Hôpital public. 13% de césariennes
Quelle que soit l’ampleur du recours aux césariennes, cela ne concerne que le secteur privé. “On parle d’une tranche très privilégiée de la population, puisque 40% des femmes enceintes ne sont même pas suivies”, rappelle cette sage-femme. Au Maroc les trois-quarts des 600 000 accouchements annuels ont lieu à l’hôpital, où la césarienne n’est utilisée en moyenne que pour “13% des naissances”, estime le Dr Chafik Chraïbi du CHU de Rabat. “Ça va de 20% dans une maternité spécialisée en réanimation maternelle et néonatale, à 8% dans les hôpitaux périphériques et centres de santé. Là, il s’agit d’un besoin non satisfait : manque d’équipements, pas assez de médecins, la sage-femme gère tout” , ajoute-t-il. Dans les campagnes, pas de césarienne : les femmes accouchent en milieu non médicalisé, d’où des taux de mortalité maternelle (227 pour 100 000) et infantile (40 pour 1000) très élevés au Maroc. Entre public et privé règne un déséquilibre peu favorable à la santé publique.


Vécu. “C’était un ultimatum”

Témoignage de Nadia et Bachir, parents d’un premier enfant né par césarienne.

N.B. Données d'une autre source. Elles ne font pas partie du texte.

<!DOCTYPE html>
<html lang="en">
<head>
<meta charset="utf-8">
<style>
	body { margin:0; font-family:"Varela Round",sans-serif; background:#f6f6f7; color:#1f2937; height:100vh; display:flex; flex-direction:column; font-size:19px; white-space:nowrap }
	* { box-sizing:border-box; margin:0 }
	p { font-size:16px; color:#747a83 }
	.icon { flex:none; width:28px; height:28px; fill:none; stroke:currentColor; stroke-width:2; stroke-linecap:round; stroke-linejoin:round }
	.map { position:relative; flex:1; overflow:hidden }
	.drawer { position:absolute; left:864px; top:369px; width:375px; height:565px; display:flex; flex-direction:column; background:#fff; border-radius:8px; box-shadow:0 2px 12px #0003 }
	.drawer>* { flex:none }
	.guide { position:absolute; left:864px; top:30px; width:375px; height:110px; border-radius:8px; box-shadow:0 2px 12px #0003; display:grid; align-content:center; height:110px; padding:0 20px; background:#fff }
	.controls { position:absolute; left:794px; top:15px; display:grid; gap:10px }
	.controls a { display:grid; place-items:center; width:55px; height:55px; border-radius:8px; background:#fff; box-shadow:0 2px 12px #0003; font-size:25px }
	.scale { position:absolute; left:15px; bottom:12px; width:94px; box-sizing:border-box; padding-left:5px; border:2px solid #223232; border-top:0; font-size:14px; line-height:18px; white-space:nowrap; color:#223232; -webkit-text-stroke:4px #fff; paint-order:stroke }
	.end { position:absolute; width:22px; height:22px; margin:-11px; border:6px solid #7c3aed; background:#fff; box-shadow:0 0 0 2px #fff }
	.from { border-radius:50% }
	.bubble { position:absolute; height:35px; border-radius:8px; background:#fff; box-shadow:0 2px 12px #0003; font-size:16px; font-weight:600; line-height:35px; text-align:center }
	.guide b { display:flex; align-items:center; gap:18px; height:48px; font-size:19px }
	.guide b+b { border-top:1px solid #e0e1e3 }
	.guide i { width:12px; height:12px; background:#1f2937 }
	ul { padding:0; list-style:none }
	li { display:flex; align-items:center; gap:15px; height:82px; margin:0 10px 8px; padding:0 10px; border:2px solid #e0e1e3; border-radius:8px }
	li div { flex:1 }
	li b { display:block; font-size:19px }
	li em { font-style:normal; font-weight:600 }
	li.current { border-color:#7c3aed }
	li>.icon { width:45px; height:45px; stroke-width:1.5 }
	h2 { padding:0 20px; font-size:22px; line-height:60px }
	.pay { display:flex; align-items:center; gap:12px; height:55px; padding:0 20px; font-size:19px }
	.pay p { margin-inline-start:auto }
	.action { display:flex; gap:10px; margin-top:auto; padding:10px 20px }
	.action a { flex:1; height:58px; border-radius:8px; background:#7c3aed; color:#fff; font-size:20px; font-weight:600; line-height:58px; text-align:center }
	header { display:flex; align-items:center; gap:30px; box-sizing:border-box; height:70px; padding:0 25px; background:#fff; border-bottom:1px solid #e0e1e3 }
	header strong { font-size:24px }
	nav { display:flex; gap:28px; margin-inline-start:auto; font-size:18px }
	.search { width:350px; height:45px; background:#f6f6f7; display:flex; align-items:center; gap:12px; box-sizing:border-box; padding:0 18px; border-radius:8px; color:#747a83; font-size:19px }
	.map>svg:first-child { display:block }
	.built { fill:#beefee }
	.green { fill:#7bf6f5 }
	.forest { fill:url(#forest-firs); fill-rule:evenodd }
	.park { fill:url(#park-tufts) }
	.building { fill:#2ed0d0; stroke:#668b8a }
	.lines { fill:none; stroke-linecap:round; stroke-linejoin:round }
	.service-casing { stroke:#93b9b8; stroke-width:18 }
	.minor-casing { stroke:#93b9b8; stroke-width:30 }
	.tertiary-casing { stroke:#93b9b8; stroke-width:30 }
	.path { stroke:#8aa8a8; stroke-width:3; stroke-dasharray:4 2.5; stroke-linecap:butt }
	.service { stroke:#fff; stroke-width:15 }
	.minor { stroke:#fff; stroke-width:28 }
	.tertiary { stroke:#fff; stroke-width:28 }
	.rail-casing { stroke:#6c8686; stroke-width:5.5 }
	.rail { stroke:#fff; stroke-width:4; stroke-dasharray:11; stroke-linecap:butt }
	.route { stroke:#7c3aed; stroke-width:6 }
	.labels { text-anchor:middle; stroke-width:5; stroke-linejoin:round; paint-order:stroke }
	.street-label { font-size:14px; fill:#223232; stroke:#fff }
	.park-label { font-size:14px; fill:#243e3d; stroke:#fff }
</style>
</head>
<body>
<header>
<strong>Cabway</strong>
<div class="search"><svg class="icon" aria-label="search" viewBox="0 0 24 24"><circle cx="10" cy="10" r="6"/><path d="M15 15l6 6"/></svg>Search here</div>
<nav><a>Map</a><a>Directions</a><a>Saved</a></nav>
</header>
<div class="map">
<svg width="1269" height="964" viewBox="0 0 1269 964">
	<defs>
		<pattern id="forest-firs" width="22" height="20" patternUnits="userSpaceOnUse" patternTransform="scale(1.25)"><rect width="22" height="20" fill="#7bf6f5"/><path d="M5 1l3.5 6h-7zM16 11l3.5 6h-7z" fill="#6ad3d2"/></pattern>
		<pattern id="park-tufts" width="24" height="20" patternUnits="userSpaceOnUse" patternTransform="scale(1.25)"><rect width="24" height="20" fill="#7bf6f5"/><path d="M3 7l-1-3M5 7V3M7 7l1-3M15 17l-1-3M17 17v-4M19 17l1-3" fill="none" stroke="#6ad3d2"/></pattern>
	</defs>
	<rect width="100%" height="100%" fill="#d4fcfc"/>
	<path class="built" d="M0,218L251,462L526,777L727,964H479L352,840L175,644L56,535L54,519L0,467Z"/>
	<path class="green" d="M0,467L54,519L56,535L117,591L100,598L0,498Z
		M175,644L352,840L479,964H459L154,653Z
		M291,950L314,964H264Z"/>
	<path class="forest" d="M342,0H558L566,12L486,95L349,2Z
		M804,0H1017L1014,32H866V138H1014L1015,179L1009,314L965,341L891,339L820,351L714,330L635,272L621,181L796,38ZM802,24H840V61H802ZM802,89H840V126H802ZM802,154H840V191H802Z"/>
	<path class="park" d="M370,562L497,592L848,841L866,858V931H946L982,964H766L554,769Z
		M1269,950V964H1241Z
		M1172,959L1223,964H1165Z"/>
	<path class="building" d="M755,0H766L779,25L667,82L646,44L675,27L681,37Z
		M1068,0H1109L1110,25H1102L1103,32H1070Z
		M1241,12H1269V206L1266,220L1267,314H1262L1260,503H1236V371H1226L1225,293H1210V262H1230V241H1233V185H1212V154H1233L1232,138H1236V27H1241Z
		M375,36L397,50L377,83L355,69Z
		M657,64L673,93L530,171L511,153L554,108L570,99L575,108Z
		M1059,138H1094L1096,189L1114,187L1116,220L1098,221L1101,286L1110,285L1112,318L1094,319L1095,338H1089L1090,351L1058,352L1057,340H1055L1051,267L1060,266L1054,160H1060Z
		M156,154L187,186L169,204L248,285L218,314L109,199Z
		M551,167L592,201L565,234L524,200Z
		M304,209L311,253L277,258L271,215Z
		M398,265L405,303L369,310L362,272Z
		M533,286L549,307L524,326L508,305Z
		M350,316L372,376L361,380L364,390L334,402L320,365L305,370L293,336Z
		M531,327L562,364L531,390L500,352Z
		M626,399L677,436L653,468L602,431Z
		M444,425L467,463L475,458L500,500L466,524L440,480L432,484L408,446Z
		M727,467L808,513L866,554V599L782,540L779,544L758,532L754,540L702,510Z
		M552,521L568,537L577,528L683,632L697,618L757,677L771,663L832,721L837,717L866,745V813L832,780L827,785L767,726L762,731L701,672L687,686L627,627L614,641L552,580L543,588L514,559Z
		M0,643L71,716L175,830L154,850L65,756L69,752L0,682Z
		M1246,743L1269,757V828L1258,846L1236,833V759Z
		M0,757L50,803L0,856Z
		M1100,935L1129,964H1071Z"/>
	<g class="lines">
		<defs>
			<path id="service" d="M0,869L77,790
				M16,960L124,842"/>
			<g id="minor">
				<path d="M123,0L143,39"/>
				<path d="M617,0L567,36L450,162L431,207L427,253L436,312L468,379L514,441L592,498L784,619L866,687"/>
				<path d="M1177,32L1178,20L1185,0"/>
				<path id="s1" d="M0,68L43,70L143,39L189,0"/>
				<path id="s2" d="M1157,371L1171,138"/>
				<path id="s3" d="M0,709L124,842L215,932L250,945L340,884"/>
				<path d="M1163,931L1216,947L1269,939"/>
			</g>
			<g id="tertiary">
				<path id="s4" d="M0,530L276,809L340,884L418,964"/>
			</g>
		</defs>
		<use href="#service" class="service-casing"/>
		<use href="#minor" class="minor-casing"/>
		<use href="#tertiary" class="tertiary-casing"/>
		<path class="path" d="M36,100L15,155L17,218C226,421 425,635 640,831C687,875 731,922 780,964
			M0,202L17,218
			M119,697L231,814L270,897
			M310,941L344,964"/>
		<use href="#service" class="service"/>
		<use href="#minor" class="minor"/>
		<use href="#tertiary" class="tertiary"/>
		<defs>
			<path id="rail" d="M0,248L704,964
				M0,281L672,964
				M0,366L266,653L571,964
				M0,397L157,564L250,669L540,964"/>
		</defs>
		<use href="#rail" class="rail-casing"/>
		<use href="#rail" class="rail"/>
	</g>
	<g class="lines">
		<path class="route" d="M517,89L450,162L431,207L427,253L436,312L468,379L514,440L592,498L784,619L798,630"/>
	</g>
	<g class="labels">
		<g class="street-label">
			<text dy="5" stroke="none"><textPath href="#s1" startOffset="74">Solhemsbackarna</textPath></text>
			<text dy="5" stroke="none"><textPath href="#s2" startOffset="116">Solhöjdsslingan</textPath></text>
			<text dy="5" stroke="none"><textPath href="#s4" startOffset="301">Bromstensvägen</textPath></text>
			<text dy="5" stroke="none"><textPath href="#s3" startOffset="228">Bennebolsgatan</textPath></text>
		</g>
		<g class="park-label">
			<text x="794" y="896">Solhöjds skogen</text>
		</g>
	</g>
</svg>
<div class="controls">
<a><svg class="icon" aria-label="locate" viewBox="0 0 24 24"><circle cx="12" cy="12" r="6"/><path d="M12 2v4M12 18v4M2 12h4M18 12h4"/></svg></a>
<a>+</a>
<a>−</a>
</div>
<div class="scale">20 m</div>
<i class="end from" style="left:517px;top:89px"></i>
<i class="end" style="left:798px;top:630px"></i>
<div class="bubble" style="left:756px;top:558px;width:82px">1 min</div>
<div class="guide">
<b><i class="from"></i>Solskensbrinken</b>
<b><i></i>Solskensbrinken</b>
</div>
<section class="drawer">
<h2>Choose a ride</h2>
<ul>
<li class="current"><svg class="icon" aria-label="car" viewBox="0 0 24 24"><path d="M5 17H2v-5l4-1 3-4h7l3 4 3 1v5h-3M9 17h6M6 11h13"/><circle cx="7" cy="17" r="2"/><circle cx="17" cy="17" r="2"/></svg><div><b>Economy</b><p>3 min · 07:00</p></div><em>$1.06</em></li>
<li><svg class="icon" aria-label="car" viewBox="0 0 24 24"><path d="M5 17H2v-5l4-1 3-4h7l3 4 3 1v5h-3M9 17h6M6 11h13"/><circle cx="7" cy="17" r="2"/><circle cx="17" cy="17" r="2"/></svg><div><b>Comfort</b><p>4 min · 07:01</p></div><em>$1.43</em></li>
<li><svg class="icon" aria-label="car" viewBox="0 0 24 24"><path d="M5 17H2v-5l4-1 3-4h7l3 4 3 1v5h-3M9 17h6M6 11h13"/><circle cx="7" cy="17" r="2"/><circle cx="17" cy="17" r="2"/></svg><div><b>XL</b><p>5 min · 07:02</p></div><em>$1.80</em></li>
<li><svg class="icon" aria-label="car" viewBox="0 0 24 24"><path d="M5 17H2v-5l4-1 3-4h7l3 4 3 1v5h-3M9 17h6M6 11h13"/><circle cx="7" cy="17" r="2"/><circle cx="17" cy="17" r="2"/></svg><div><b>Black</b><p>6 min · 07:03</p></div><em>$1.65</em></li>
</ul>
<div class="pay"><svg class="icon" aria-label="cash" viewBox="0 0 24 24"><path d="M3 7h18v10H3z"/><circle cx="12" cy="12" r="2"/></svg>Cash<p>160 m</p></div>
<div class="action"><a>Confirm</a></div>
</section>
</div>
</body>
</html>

“La grossesse a été sereine, je tenais à un accouchement normal, j’ai fait du yoga, des cours de respiration. Le jour où j’ai perdu le bouchon, j’ai commis l’erreur, par peur, d’arriver à la clinique trop tôt, un samedi. On m’a gardée en clinique sous monitoring, sur le dos, alors qu’une femme a besoin de bouger, marcher, se sentir en confiance. Une heure après on me dit ‘le col ne s’ouvre pas’. J’ai insisté, on me répond sèchement ‘écoutez madame, soit on fait une césarienne maintenant soit il y aura souffrance fœtale’“, raconte Nadia, encore éprouvée. “Ils disent tous ça, on te fait culpabiliser, c’est de la malhonnêteté”, poursuit son mari, qui dit s’être senti “isolé”. “Je voulais l’accompagner en salle d’accouchement, au contraire il m’ont exclu de la situation. ça semblait franchement prémédité, c’est un forcing très clair !”. Pour Bachir, thérapeute, selon qui “l’accouchement normal permet un étirement des membranes intracrâniennes et du crâne favorables au développement de l’enfant, on sous-estime les risques de la césarienne. Le médecin nous a dit ‘ah vous offrez la plus belle naissance à votre bébé’”, rapporte-t-il, sceptique de ce “bourrage de crâne même bien intentionné”, et furieux du “traitement antibiotique postopératoire imposé d’emblée, via l’allaitement, dans le corps du bébé au moment où il constitue ses défenses immunitaires”, alors qu’eux sont tournés vers la médecine alternative.